(Stored data entries)
- - - -

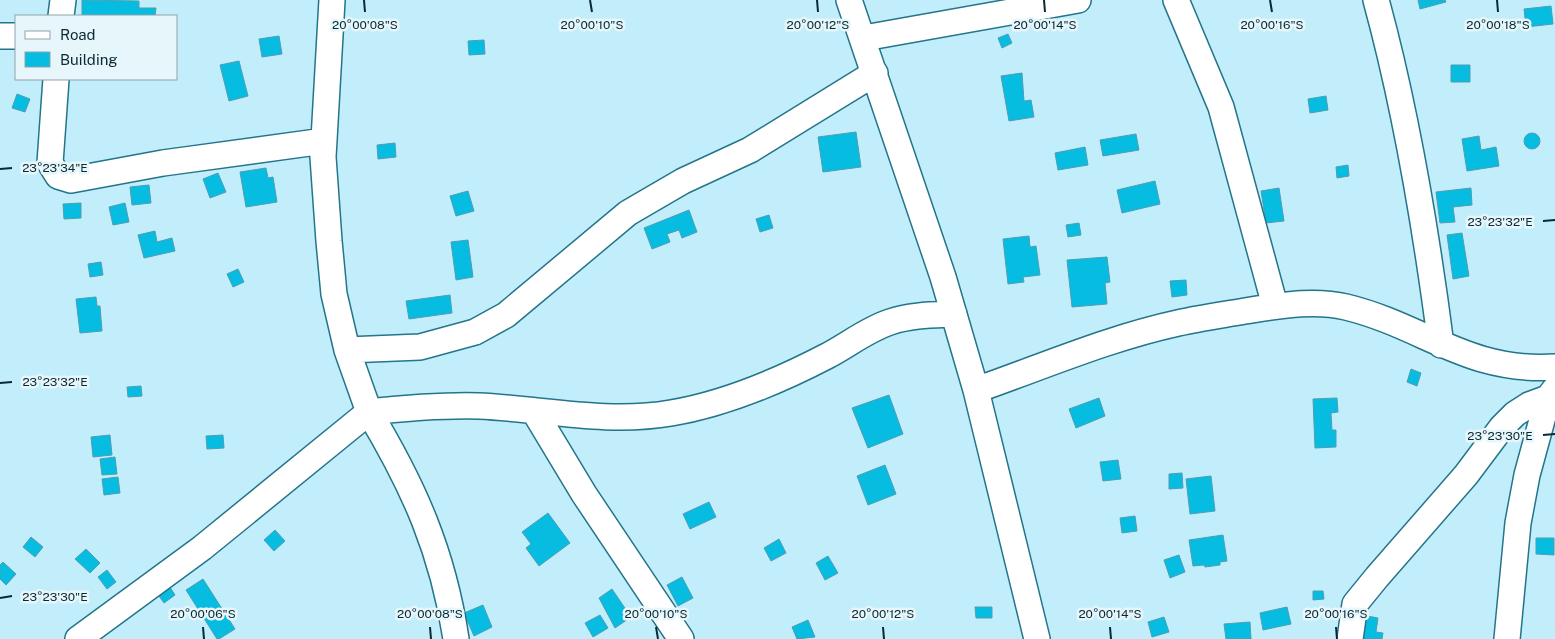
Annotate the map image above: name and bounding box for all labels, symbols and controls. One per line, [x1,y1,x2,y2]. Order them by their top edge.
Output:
legend [15,15,178,80]
text: 20°00'08"S [332,18,398,32]
text: 20°00'10"S [560,18,624,32]
text: 20°00'12"S [787,18,849,32]
text: 20°00'14"S [1013,18,1077,32]
text: 20°00'16"S [1240,18,1304,32]
text: 20°00'18"S [1466,18,1530,32]
text: Road [60,26,96,43]
text: Building [60,51,118,68]
text: 23°23'34"E [22,161,88,175]
text: 23°23'32"E [1467,215,1533,229]
text: 23°23'32"E [22,375,88,389]
text: 23°23'30"E [1467,429,1533,443]
text: 23°23'30"E [22,590,88,604]
text: 20°00'06"S [170,607,236,621]
text: 20°00'08"S [397,607,463,621]
text: 20°00'10"S [624,607,688,621]
text: 20°00'12"S [852,607,914,621]
text: 20°00'14"S [1078,607,1142,621]
text: 20°00'16"S [1304,607,1368,621]

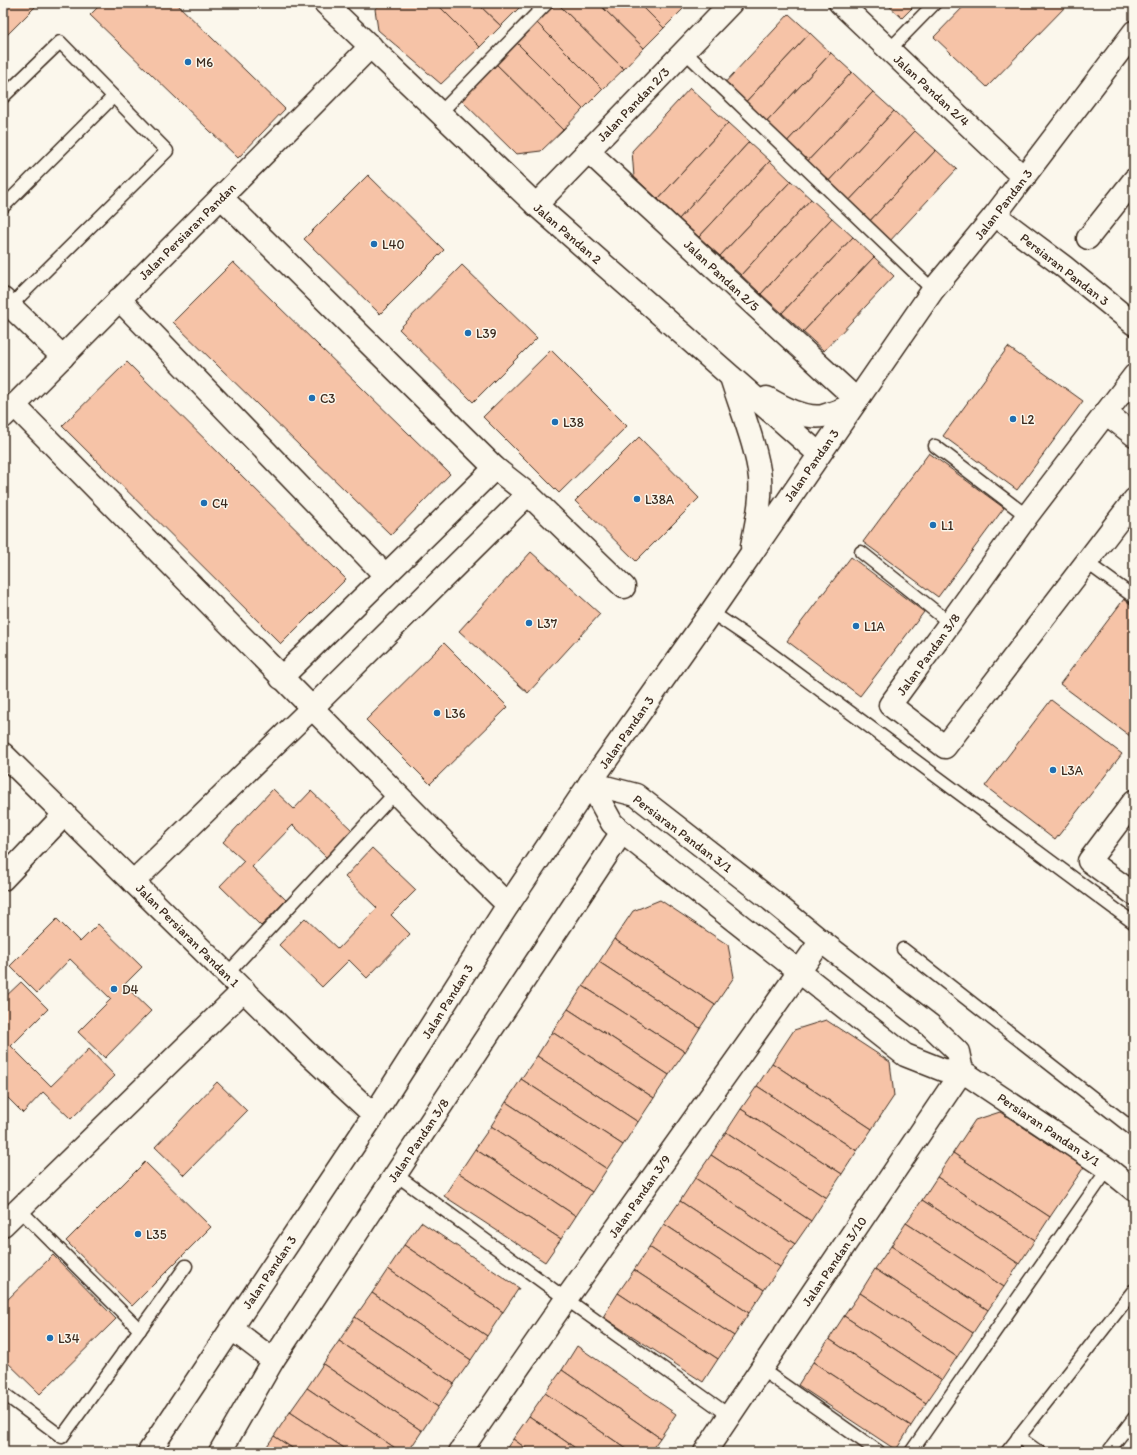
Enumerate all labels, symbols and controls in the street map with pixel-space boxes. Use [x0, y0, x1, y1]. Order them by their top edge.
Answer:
street label: Jalan Pandan 2/4 [891, 51, 973, 129]
place label: M6 [196, 55, 213, 70]
marker: M6 [183, 57, 193, 67]
street label: Jalan Pandan 2/3 [594, 64, 673, 145]
street label: Jalan Pandan 3 [971, 166, 1036, 242]
street label: Jalan Persiaran Pandan [136, 179, 239, 283]
street label: Jalan Pandan 2 [531, 200, 605, 267]
street label: Persiaran Pandan 3 [1017, 230, 1112, 309]
place label: L40 [382, 237, 404, 252]
street label: Jalan Pandan 2/5 [681, 237, 762, 314]
marker: L40 [369, 239, 379, 249]
place label: L39 [476, 326, 497, 341]
marker: L39 [463, 328, 473, 338]
place label: C3 [320, 391, 335, 406]
marker: C3 [307, 393, 317, 403]
place label: L2 [1021, 412, 1035, 427]
marker: L2 [1008, 414, 1018, 424]
place label: L38 [563, 415, 584, 430]
marker: L38 [550, 417, 560, 427]
street label: Jalan Pandan 3 [781, 426, 842, 504]
place label: L38A [645, 492, 675, 507]
marker: L38A [632, 494, 642, 504]
place label: C4 [212, 496, 228, 511]
marker: C4 [199, 498, 209, 508]
place label: L1 [941, 518, 954, 533]
marker: L1 [928, 520, 938, 530]
street label: Jalan Pandan 3/8 [894, 610, 963, 698]
place label: L37 [537, 616, 558, 631]
marker: L37 [524, 618, 534, 628]
place label: L1A [864, 619, 886, 634]
marker: L1A [851, 621, 861, 631]
street label: Jalan Pandan 3 [596, 693, 657, 771]
place label: L36 [445, 706, 466, 721]
marker: L36 [432, 708, 442, 718]
place label: L3A [1061, 763, 1084, 778]
marker: L3A [1048, 765, 1058, 775]
street label: Persiaran Pandan 3/1 [630, 791, 735, 875]
street label: Jalan Persiaran Pandan 1 [133, 881, 242, 990]
street label: Jalan Pandan 3 [418, 961, 476, 1041]
place label: D4 [122, 982, 139, 997]
marker: D4 [109, 984, 119, 994]
street label: Persiaran Pandan 3/1 [995, 1090, 1103, 1169]
street label: Jalan Pandan 3/8 [385, 1096, 452, 1185]
street label: Jalan Pandan 3/9 [605, 1152, 674, 1241]
street label: Jalan Pandan 3/10 [799, 1214, 870, 1309]
place label: L35 [146, 1227, 167, 1242]
marker: L35 [133, 1229, 143, 1239]
street label: Jalan Pandan 3 [239, 1233, 299, 1312]
place label: L34 [58, 1331, 80, 1346]
marker: L34 [45, 1333, 55, 1343]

- - - -

WORK INSTRUCTIONS:
Each entry above needs to be restated without a single word changed; skip the images.

TASK OUTPUT:
Annotate the map image above: name and bounding box for all labels, symbols and controls. One per line, [x1,y1,x2,y2]. Order them by their top edge.
Output:
legend [15,15,178,80]
text: 20°00'08"S [332,18,398,32]
text: 20°00'10"S [560,18,624,32]
text: 20°00'12"S [787,18,849,32]
text: 20°00'14"S [1013,18,1077,32]
text: 20°00'16"S [1240,18,1304,32]
text: 20°00'18"S [1466,18,1530,32]
text: Road [60,26,96,43]
text: Building [60,51,118,68]
text: 23°23'34"E [22,161,88,175]
text: 23°23'32"E [1467,215,1533,229]
text: 23°23'32"E [22,375,88,389]
text: 23°23'30"E [1467,429,1533,443]
text: 23°23'30"E [22,590,88,604]
text: 20°00'06"S [170,607,236,621]
text: 20°00'08"S [397,607,463,621]
text: 20°00'10"S [624,607,688,621]
text: 20°00'12"S [852,607,914,621]
text: 20°00'14"S [1078,607,1142,621]
text: 20°00'16"S [1304,607,1368,621]

Enumerate all labels, symbols and controls in the street map with pixel-space boxes. Use [x0, y0, x1, y1]. Order them by their top edge.
Answer:
street label: Jalan Pandan 2/4 [891, 51, 973, 129]
place label: M6 [196, 55, 213, 70]
marker: M6 [183, 57, 193, 67]
street label: Jalan Pandan 2/3 [594, 64, 673, 145]
street label: Jalan Pandan 3 [971, 166, 1036, 242]
street label: Jalan Persiaran Pandan [136, 179, 239, 283]
street label: Jalan Pandan 2 [531, 200, 605, 267]
street label: Persiaran Pandan 3 [1017, 230, 1112, 309]
place label: L40 [382, 237, 404, 252]
street label: Jalan Pandan 2/5 [681, 237, 762, 314]
marker: L40 [369, 239, 379, 249]
place label: L39 [476, 326, 497, 341]
marker: L39 [463, 328, 473, 338]
place label: C3 [320, 391, 335, 406]
marker: C3 [307, 393, 317, 403]
place label: L2 [1021, 412, 1035, 427]
marker: L2 [1008, 414, 1018, 424]
place label: L38 [563, 415, 584, 430]
marker: L38 [550, 417, 560, 427]
street label: Jalan Pandan 3 [781, 426, 842, 504]
place label: L38A [645, 492, 675, 507]
marker: L38A [632, 494, 642, 504]
place label: C4 [212, 496, 228, 511]
marker: C4 [199, 498, 209, 508]
place label: L1 [941, 518, 954, 533]
marker: L1 [928, 520, 938, 530]
street label: Jalan Pandan 3/8 [894, 610, 963, 698]
place label: L37 [537, 616, 558, 631]
marker: L37 [524, 618, 534, 628]
place label: L1A [864, 619, 886, 634]
marker: L1A [851, 621, 861, 631]
street label: Jalan Pandan 3 [596, 693, 657, 771]
place label: L36 [445, 706, 466, 721]
marker: L36 [432, 708, 442, 718]
place label: L3A [1061, 763, 1084, 778]
marker: L3A [1048, 765, 1058, 775]
street label: Persiaran Pandan 3/1 [630, 791, 735, 875]
street label: Jalan Persiaran Pandan 1 [133, 881, 242, 990]
street label: Jalan Pandan 3 [418, 961, 476, 1041]
place label: D4 [122, 982, 139, 997]
marker: D4 [109, 984, 119, 994]
street label: Persiaran Pandan 3/1 [995, 1090, 1103, 1169]
street label: Jalan Pandan 3/8 [385, 1096, 452, 1185]
street label: Jalan Pandan 3/9 [605, 1152, 674, 1241]
street label: Jalan Pandan 3/10 [799, 1214, 870, 1309]
place label: L35 [146, 1227, 167, 1242]
marker: L35 [133, 1229, 143, 1239]
street label: Jalan Pandan 3 [239, 1233, 299, 1312]
place label: L34 [58, 1331, 80, 1346]
marker: L34 [45, 1333, 55, 1343]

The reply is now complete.